SUPPLIED INFORMATION ▸
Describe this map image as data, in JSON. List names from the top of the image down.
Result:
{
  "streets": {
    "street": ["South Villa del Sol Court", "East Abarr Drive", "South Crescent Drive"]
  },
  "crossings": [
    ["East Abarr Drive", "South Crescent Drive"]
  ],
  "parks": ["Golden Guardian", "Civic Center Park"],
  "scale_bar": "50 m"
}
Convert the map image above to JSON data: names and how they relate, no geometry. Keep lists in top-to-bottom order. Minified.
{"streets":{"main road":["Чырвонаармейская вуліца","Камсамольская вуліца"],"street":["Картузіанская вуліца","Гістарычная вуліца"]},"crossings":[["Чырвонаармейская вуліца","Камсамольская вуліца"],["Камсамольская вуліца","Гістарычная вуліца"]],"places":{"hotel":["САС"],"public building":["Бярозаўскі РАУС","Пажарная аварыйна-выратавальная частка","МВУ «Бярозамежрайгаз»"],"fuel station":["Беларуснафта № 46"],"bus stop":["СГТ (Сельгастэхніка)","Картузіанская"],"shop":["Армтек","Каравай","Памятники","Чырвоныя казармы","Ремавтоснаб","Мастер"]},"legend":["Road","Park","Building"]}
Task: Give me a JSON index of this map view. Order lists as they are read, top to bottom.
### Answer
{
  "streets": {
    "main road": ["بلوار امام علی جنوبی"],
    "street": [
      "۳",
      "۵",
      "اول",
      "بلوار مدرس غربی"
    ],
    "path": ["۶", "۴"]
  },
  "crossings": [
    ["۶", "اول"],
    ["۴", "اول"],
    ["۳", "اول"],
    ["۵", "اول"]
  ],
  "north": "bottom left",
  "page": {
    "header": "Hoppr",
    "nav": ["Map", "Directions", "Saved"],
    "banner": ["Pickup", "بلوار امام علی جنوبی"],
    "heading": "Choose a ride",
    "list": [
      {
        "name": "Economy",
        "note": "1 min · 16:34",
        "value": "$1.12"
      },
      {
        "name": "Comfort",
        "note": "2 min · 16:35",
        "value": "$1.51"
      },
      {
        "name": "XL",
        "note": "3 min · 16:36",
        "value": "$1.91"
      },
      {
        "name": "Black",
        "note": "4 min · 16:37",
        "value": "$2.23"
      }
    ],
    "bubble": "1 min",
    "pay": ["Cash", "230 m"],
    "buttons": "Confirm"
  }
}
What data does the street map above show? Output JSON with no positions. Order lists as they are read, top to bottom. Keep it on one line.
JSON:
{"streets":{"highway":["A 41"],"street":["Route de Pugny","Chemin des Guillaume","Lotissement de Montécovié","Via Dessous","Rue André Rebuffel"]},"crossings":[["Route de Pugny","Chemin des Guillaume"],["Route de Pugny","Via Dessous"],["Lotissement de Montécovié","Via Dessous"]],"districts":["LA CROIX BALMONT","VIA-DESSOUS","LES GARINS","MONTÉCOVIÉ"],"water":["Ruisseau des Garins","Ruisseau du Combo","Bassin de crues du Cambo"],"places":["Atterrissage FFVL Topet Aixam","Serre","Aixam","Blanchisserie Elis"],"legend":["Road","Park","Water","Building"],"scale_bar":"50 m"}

EXERCISE ▸ Every record above must appear again in the answer, unchanged.

ANSWER AREA ▸
Describe this map image as data, in JSON. List names from the top of the image down.
Result:
{
  "streets": {
    "street": ["South Villa del Sol Court", "East Abarr Drive", "South Crescent Drive"]
  },
  "crossings": [
    ["East Abarr Drive", "South Crescent Drive"]
  ],
  "parks": ["Golden Guardian", "Civic Center Park"],
  "scale_bar": "50 m"
}
Convert the map image above to JSON data: names and how they relate, no geometry. Keep lists in top-to-bottom order. Minified.
{"streets":{"main road":["Чырвонаармейская вуліца","Камсамольская вуліца"],"street":["Картузіанская вуліца","Гістарычная вуліца"]},"crossings":[["Чырвонаармейская вуліца","Камсамольская вуліца"],["Камсамольская вуліца","Гістарычная вуліца"]],"places":{"hotel":["САС"],"public building":["Бярозаўскі РАУС","Пажарная аварыйна-выратавальная частка","МВУ «Бярозамежрайгаз»"],"fuel station":["Беларуснафта № 46"],"bus stop":["СГТ (Сельгастэхніка)","Картузіанская"],"shop":["Армтек","Каравай","Памятники","Чырвоныя казармы","Ремавтоснаб","Мастер"]},"legend":["Road","Park","Building"]}
Task: Give me a JSON index of this map view. Order lists as they are read, top to bottom.
### Answer
{
  "streets": {
    "main road": ["بلوار امام علی جنوبی"],
    "street": [
      "۳",
      "۵",
      "اول",
      "بلوار مدرس غربی"
    ],
    "path": ["۶", "۴"]
  },
  "crossings": [
    ["۶", "اول"],
    ["۴", "اول"],
    ["۳", "اول"],
    ["۵", "اول"]
  ],
  "north": "bottom left",
  "page": {
    "header": "Hoppr",
    "nav": ["Map", "Directions", "Saved"],
    "banner": ["Pickup", "بلوار امام علی جنوبی"],
    "heading": "Choose a ride",
    "list": [
      {
        "name": "Economy",
        "note": "1 min · 16:34",
        "value": "$1.12"
      },
      {
        "name": "Comfort",
        "note": "2 min · 16:35",
        "value": "$1.51"
      },
      {
        "name": "XL",
        "note": "3 min · 16:36",
        "value": "$1.91"
      },
      {
        "name": "Black",
        "note": "4 min · 16:37",
        "value": "$2.23"
      }
    ],
    "bubble": "1 min",
    "pay": ["Cash", "230 m"],
    "buttons": "Confirm"
  }
}
What data does the street map above show? Output JSON with no positions. Order lists as they are read, top to bottom. Keep it on one line.
JSON:
{"streets":{"highway":["A 41"],"street":["Route de Pugny","Chemin des Guillaume","Lotissement de Montécovié","Via Dessous","Rue André Rebuffel"]},"crossings":[["Route de Pugny","Chemin des Guillaume"],["Route de Pugny","Via Dessous"],["Lotissement de Montécovié","Via Dessous"]],"districts":["LA CROIX BALMONT","VIA-DESSOUS","LES GARINS","MONTÉCOVIÉ"],"water":["Ruisseau des Garins","Ruisseau du Combo","Bassin de crues du Cambo"],"places":["Atterrissage FFVL Topet Aixam","Serre","Aixam","Blanchisserie Elis"],"legend":["Road","Park","Water","Building"],"scale_bar":"50 m"}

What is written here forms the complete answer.